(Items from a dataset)
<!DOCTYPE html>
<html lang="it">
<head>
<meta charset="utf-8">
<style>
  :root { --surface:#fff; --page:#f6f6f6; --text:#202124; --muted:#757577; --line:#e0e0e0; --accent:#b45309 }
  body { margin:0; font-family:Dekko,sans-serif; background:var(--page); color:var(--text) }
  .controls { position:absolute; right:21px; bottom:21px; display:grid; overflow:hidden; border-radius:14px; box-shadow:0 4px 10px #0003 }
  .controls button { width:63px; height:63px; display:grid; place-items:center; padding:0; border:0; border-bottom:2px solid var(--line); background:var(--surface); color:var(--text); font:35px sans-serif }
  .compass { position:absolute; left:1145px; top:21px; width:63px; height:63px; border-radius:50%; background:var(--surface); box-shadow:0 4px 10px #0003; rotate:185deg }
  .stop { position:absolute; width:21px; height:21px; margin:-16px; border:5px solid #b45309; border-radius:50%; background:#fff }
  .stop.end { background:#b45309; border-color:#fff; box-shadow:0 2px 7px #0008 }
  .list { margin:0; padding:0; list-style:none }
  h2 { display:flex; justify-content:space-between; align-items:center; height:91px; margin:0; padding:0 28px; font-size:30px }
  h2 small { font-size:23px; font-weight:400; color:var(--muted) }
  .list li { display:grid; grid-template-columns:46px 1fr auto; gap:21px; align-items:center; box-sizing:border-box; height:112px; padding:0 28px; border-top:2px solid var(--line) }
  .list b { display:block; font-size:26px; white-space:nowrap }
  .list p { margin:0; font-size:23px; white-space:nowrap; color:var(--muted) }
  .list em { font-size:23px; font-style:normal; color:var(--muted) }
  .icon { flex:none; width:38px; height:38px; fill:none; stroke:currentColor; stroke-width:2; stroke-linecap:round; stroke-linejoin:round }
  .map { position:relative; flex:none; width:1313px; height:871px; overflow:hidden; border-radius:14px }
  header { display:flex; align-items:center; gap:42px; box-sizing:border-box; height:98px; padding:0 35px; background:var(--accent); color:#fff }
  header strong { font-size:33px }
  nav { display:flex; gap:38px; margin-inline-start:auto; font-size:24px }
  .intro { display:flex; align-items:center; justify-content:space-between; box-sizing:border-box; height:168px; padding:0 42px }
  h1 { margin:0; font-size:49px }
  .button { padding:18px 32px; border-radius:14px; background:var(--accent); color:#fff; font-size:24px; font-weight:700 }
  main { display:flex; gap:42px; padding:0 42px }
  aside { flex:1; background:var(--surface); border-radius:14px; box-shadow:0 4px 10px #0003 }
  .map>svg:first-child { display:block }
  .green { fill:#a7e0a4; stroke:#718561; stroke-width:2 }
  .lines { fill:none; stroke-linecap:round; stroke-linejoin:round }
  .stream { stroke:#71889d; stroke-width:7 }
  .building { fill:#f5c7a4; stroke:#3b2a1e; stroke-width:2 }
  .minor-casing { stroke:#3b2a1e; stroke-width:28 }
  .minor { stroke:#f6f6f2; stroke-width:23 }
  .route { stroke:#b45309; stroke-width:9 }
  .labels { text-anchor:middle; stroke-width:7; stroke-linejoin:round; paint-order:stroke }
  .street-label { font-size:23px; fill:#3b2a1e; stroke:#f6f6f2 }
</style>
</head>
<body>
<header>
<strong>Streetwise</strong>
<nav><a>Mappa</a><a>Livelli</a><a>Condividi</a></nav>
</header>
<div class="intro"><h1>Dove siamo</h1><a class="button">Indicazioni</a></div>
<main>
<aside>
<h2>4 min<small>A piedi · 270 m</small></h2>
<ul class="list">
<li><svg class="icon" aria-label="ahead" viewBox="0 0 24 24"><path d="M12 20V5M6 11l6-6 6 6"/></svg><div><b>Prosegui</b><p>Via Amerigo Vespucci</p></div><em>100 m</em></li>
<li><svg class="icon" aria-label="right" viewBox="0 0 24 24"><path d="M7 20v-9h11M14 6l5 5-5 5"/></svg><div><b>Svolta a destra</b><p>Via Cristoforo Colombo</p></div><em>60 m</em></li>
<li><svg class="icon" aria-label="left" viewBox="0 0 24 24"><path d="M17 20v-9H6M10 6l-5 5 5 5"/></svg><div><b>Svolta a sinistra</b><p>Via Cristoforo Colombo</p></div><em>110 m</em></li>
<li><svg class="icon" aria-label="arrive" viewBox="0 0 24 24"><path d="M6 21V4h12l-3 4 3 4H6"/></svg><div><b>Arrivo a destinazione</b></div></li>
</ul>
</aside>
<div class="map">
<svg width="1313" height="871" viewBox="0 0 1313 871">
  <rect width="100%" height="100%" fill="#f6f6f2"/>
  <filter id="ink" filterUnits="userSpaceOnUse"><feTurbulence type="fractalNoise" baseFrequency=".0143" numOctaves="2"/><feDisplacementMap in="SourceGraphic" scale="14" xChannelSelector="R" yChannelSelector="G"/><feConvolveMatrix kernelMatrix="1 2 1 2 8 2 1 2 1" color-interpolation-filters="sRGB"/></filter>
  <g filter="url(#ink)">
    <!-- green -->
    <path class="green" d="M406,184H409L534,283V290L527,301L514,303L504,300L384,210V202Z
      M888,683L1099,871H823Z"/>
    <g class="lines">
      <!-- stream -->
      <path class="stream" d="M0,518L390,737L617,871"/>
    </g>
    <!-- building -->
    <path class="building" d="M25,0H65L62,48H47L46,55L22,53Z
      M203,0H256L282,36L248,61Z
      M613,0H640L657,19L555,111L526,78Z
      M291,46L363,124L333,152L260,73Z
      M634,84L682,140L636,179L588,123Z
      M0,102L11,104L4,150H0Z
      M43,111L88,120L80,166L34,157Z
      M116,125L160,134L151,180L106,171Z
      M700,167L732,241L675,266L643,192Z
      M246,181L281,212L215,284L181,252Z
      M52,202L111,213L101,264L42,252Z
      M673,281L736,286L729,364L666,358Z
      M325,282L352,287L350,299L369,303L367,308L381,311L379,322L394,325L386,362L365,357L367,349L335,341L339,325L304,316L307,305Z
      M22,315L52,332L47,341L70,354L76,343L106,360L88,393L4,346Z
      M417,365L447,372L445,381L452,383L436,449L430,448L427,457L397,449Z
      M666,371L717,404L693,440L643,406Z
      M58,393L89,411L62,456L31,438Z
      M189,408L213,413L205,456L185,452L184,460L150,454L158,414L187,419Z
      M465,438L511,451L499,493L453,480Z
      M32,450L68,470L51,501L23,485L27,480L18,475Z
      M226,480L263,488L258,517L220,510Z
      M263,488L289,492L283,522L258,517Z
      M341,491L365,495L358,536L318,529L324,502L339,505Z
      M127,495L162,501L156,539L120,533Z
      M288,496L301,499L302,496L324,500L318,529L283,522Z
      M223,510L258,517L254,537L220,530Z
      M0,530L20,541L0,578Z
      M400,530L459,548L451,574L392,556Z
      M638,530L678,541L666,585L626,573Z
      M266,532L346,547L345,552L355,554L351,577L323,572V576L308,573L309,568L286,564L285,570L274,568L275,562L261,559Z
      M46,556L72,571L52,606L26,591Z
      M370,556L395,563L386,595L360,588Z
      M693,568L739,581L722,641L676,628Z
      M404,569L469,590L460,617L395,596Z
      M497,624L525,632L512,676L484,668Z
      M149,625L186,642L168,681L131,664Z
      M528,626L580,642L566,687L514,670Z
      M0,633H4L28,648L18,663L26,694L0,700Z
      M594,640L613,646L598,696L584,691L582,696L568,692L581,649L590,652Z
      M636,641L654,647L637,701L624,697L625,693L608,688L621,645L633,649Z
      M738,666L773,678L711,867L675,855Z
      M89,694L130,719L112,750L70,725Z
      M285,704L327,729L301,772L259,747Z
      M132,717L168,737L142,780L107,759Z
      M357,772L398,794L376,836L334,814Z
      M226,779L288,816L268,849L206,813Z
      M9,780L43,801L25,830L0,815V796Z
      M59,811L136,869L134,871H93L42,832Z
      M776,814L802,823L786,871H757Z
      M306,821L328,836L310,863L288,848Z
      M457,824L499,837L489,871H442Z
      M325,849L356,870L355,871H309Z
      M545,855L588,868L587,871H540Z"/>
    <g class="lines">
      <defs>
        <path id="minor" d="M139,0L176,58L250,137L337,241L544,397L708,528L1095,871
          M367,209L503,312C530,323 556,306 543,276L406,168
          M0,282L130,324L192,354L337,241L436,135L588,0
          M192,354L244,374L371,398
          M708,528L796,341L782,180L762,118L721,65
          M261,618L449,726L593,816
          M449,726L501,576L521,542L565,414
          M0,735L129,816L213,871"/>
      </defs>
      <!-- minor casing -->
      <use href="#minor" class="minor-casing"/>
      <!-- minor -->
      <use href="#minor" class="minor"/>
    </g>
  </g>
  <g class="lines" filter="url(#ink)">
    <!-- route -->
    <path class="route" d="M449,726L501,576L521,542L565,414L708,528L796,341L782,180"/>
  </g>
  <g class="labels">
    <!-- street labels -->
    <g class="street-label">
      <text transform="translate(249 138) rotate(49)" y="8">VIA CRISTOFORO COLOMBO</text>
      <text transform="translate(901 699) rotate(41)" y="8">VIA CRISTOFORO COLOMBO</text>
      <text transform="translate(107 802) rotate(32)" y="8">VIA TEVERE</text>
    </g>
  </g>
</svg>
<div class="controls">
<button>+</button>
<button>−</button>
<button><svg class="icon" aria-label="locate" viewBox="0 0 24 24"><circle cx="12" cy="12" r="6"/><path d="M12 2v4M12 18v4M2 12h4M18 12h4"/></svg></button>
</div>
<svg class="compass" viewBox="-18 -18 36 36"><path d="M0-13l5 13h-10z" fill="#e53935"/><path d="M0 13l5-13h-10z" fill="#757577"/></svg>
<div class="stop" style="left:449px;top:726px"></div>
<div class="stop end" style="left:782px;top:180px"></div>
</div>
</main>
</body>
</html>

▶ **Try it**
Proceeding from the line containing "<!-- minor casing -->" through the line containing "<button>+</button>", transcribe the lines above exactly, both end lines included.

▶ **Solution to this task**
      <!-- minor casing -->
      <use href="#minor" class="minor-casing"/>
      <!-- minor -->
      <use href="#minor" class="minor"/>
    </g>
  </g>
  <g class="lines" filter="url(#ink)">
    <!-- route -->
    <path class="route" d="M449,726L501,576L521,542L565,414L708,528L796,341L782,180"/>
  </g>
  <g class="labels">
    <!-- street labels -->
    <g class="street-label">
      <text transform="translate(249 138) rotate(49)" y="8">VIA CRISTOFORO COLOMBO</text>
      <text transform="translate(901 699) rotate(41)" y="8">VIA CRISTOFORO COLOMBO</text>
      <text transform="translate(107 802) rotate(32)" y="8">VIA TEVERE</text>
    </g>
  </g>
</svg>
<div class="controls">
<button>+</button>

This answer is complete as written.